Thomas Bernhard in San Salvador
I was obliged to return to a country inhabited by drooling freaks with criminal features.
For a longtime admirer of Thomas Bernhard, it was a little eerie to read Horacio Castellanos Moya’s Revulsion: Thomas Bernhard in San Salvador. Castellanos Moya’s mimicry of the narrative voice of some of Bernhard’s novels – especially Old Masters and Woodcutters – feels nearly pitch perfect, and the transposition from post-Nazi Austria to post-civil war era El Salvador is a brilliant piece of stagecraft.
Edgardo Vega, the endlessly complaining narrator who is disgusted with everything he sees (and who stands in for Thomas Bernhard in Castellanos Moya’s book), has returned to El Salvador’s capital city San Salvador to attend to the funeral of his mother and assist his brother in selling her home. San Salvador is “a truly vomitous city where only truly sinister people can live,” complains Vega, who fled long ago to become a Canadian citizen and a professor of art history. For the short duration of this 88-page novella, Vega sits in a comfortable bar and talks non-stop to his old school friend Horacio Castellanos Moya, a writer of “famished little stories” who never manages to utter a word. The fictional Castellanos Moya, like Vega, had also once left El Salvador. But, to Vega’s amazement, Castellanos Moya returned voluntarily.
Moya, I don’t understand how it could have occurred to you to come to this country, to return to this country, to settle here, it’s truly absurd if you’re interested in writing literature, this demonstrates that really you’re not interested in writing literature, no one interested in writing literature could opt for a country as degenerate as this, where no one reads literature, where the few who could read, never read it; just to give you an idea, Moya, the Jesuits discontinued the literature major in the university because no one reads literature, no one’s interested in literature here, which is why they discontinued the course of study, because there are no students of literature, all the kids want to study business administration…

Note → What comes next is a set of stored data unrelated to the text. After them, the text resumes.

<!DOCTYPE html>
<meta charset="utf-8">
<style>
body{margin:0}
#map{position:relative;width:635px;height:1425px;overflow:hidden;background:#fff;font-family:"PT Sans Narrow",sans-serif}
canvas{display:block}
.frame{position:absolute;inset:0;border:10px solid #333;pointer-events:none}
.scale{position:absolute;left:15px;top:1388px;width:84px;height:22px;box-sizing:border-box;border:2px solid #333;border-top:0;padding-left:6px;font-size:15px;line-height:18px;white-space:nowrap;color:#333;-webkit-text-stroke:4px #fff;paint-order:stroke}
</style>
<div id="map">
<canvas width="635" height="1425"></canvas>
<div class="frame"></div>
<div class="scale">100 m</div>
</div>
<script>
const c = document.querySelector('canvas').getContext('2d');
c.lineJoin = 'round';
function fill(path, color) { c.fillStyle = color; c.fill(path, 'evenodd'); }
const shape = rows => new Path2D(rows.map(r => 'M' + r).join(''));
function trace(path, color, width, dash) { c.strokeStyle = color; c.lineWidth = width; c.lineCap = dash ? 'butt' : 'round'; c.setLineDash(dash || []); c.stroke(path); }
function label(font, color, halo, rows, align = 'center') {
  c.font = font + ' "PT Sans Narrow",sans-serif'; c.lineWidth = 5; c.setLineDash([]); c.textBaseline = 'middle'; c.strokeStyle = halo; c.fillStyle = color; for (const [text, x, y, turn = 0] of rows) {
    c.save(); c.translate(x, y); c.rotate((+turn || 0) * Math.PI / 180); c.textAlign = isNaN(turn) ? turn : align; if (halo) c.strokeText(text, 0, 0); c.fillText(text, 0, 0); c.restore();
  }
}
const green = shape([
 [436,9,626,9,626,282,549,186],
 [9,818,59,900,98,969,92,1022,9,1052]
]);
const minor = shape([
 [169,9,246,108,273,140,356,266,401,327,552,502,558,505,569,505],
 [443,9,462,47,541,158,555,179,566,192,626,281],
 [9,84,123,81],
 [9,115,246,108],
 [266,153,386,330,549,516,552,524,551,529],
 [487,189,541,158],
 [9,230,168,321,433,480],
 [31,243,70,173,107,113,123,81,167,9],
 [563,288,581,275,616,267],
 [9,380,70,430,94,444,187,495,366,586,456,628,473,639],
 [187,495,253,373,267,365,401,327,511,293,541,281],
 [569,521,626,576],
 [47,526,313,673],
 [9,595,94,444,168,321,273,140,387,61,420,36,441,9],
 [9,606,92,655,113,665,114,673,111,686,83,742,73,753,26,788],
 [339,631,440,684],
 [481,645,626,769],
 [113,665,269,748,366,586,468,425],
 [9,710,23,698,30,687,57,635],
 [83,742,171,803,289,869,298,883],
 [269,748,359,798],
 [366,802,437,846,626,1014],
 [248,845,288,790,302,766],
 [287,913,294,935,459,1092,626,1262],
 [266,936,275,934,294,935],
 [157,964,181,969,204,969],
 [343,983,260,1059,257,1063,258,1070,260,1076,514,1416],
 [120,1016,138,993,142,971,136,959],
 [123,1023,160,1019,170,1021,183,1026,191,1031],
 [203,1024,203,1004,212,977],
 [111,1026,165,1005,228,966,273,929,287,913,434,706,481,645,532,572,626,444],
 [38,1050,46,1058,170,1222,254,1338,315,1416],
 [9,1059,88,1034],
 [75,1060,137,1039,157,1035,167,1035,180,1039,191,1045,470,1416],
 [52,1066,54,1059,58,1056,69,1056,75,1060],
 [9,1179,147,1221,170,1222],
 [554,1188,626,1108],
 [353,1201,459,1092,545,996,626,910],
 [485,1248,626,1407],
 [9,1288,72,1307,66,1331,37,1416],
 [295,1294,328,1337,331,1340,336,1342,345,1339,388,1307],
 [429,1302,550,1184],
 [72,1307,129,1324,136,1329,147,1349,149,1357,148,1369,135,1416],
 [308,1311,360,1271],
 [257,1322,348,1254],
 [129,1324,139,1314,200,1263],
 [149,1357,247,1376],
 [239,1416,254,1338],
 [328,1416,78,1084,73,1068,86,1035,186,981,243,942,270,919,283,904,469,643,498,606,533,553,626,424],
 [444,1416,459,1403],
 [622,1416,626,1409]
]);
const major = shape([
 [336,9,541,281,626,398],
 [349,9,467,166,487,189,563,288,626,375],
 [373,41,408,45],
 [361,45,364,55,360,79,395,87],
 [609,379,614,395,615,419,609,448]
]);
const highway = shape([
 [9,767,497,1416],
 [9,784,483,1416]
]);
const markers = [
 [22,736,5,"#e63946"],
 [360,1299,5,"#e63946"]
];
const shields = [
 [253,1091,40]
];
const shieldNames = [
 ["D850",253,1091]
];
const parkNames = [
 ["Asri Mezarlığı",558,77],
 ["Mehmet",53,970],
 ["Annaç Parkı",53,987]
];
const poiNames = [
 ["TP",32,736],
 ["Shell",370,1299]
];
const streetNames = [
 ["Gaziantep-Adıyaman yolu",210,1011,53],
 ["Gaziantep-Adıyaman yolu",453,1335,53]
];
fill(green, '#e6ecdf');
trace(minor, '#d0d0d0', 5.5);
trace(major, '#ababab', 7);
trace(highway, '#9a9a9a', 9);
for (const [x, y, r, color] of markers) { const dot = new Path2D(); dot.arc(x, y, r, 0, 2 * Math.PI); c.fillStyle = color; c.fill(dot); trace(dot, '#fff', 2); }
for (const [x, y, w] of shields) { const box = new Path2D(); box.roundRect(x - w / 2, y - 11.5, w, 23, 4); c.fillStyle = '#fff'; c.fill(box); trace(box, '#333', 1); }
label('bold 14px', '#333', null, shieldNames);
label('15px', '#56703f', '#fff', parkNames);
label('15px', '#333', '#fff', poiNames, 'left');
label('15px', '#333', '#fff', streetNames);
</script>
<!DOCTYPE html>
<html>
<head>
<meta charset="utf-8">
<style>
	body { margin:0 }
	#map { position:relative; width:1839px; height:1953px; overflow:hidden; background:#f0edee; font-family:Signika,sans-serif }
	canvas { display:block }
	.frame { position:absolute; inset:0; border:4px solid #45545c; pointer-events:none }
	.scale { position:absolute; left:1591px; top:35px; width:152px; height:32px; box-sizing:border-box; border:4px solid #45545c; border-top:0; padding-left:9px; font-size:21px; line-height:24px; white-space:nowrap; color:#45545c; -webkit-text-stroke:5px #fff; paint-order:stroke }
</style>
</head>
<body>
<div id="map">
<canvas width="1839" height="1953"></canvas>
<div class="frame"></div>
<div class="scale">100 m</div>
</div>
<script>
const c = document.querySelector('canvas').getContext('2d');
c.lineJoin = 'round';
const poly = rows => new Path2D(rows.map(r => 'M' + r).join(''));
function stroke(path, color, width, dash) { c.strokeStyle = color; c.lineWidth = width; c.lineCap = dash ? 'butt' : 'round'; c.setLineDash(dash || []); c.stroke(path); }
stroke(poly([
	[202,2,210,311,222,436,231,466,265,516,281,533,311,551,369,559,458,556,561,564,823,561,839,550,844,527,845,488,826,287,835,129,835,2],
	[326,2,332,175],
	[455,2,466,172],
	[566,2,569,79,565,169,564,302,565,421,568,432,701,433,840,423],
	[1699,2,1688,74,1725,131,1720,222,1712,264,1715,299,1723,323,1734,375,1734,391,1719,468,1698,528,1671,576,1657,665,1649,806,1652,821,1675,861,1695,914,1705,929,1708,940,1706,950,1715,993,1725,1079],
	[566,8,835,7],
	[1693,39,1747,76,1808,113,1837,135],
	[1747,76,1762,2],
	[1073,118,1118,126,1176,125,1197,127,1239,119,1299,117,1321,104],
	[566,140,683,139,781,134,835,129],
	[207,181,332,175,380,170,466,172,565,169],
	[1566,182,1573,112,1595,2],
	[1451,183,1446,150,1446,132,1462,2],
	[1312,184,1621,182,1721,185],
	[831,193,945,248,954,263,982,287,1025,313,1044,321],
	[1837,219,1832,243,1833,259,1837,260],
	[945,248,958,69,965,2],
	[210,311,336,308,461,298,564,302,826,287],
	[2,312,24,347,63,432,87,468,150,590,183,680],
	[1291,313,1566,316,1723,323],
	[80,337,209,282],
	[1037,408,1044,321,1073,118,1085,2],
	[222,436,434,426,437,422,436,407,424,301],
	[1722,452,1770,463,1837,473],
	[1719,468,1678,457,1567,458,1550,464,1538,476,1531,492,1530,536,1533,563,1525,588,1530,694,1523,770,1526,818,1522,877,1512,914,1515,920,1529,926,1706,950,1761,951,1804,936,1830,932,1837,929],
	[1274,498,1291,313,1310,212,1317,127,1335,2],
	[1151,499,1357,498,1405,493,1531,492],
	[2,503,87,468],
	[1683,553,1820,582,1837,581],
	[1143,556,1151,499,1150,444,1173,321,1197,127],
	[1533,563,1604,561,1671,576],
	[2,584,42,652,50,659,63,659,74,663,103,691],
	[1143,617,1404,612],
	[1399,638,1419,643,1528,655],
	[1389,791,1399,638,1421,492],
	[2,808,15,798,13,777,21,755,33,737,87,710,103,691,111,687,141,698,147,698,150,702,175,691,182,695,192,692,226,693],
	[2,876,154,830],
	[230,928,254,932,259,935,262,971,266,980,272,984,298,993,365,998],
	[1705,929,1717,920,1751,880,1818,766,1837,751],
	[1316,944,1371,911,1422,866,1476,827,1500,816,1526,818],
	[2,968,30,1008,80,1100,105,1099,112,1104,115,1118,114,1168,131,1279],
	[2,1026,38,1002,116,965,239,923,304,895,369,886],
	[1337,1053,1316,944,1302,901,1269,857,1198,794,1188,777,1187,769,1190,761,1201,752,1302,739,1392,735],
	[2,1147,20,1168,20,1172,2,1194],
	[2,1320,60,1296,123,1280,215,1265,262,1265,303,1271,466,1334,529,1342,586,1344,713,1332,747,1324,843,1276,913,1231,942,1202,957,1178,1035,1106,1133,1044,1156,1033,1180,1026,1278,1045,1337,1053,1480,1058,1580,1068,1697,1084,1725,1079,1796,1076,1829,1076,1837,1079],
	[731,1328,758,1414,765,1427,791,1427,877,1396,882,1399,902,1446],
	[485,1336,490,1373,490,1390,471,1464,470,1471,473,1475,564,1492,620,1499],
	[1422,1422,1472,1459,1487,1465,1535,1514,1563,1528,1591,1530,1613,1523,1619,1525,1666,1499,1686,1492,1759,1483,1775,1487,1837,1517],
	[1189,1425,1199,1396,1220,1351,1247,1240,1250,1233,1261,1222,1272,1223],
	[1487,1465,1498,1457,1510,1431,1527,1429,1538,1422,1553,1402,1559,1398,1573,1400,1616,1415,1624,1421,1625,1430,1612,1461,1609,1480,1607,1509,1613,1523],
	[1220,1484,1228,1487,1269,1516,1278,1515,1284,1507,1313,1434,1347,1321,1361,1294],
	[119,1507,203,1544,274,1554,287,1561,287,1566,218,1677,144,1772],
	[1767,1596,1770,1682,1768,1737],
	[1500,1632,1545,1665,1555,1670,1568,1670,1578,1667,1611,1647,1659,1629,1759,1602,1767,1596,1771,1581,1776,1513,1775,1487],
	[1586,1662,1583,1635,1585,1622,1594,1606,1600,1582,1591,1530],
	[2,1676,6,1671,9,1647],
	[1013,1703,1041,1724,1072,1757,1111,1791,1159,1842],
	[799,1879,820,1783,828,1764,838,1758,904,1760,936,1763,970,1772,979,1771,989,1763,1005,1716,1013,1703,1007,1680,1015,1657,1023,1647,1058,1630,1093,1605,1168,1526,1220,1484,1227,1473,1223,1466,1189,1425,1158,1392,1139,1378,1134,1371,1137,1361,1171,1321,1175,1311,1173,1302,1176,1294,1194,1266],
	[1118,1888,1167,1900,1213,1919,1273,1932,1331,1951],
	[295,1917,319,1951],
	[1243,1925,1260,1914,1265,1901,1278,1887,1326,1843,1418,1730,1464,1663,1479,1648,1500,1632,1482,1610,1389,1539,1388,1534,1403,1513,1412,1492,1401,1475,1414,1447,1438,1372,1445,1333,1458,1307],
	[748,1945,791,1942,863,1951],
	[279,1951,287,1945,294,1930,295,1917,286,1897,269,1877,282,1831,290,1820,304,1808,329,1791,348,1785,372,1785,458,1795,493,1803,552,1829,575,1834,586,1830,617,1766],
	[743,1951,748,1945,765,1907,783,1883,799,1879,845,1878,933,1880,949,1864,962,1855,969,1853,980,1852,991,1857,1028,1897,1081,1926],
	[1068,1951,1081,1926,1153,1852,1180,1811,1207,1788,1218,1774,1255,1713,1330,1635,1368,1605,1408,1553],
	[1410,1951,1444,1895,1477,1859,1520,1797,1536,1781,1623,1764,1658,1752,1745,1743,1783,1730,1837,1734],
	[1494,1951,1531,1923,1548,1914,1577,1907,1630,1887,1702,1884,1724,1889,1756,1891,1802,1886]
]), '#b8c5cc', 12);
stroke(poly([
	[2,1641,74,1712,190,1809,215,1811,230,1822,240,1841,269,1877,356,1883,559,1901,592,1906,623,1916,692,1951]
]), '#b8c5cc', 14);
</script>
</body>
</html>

Vega – hypochondriac, claustrophobe, paranoiac, racist – verbally ravages everything he can about “this nasty country,” including its beer (“a nasty diarrhea-inducing swill”), its food (“repugnant and harmful”), its newspapers (“rabid catalogs”), its politicians (“a party of thieves”), its artists (“vulgar, mediocre simulators”), its people (“a putrid race”), and even its beaches (“abominable”), . His own brother is “a lunatic,” his sister-in-law is “a freak whose entire intellect is limited to the newspaper’s society pages and Mexican soap operas,” while his two nephews are “stupid and pernicious.” Not only has Vega fled his family and the country of his origin, he has also – as he confesses in the final sentence – changed his name.
My name is Thomas Bernhard, Moya, said Vega, it’s a name I took from an Austrian writer I admire and who surely neither you nor the other simulators in this infamous place would recognize.
As I read this Bernhard-inspired rant, fully enjoying the bitchiness and the vicious black humor, I couldn’t help but ask myself: Was this really how Thomas Bernhard’s narrators were? Utterly self-centered? Blind to all nuance? Merciless to everything about the country of his birth and every one of its inhabitants? The answer is no. Castellanos Moya’s deliberately over-the-top pastiche of Bernhard’s style flails so breathlessly and aimlessly at El Salvador that it feels more like an endless barrage of comic insults aimed at a cartoon nation than a serious interrogation of El Salvador’s soul. Vega is too much of a buffoon to actually stand comparison with any of Bernhard’s narrators. In a 2009 interview over at Guernica, Castellanos Moya talked at some length about Revulsion.
I suddenly discovered not only that I had all these ideas in my head, but I discovered I had this character through whom I could tell all the biased prejudices, all the phobias, that I heard in El Salvador. This character is a kind of cocktail of every complaint I’ve ever had or heard about El Salvador.
In the end, Revulsion is a wild and humorous caricature of Thomas Bernhard’s late style and a satire of 1990s El Salvador. The thing about Revulsion is that Vega’s revulsion is so comprehensive that he makes no distinction between politically repugnant, blood-stained regimes and the common, innocent El Salvadoran who has the bad taste, in his opinion, to like the local beer and the local food. He hates them all and only he, Vega, has the good taste to realize how bad everything in El Salvador is. In this sense, Vega reminds me very much of the self-aggrandizing Donald Trump, whose tendency to repeat phrases, spew pure negativity, and mistake name-calling for thoughtful critique has made his presidential candidacy a grim joke.
Horacio Castellanos Moya. Revulsion: Thomas Bernhard in San Salvador. NY: New Directions, 2016. Translated from the Spanish by Lee Klein.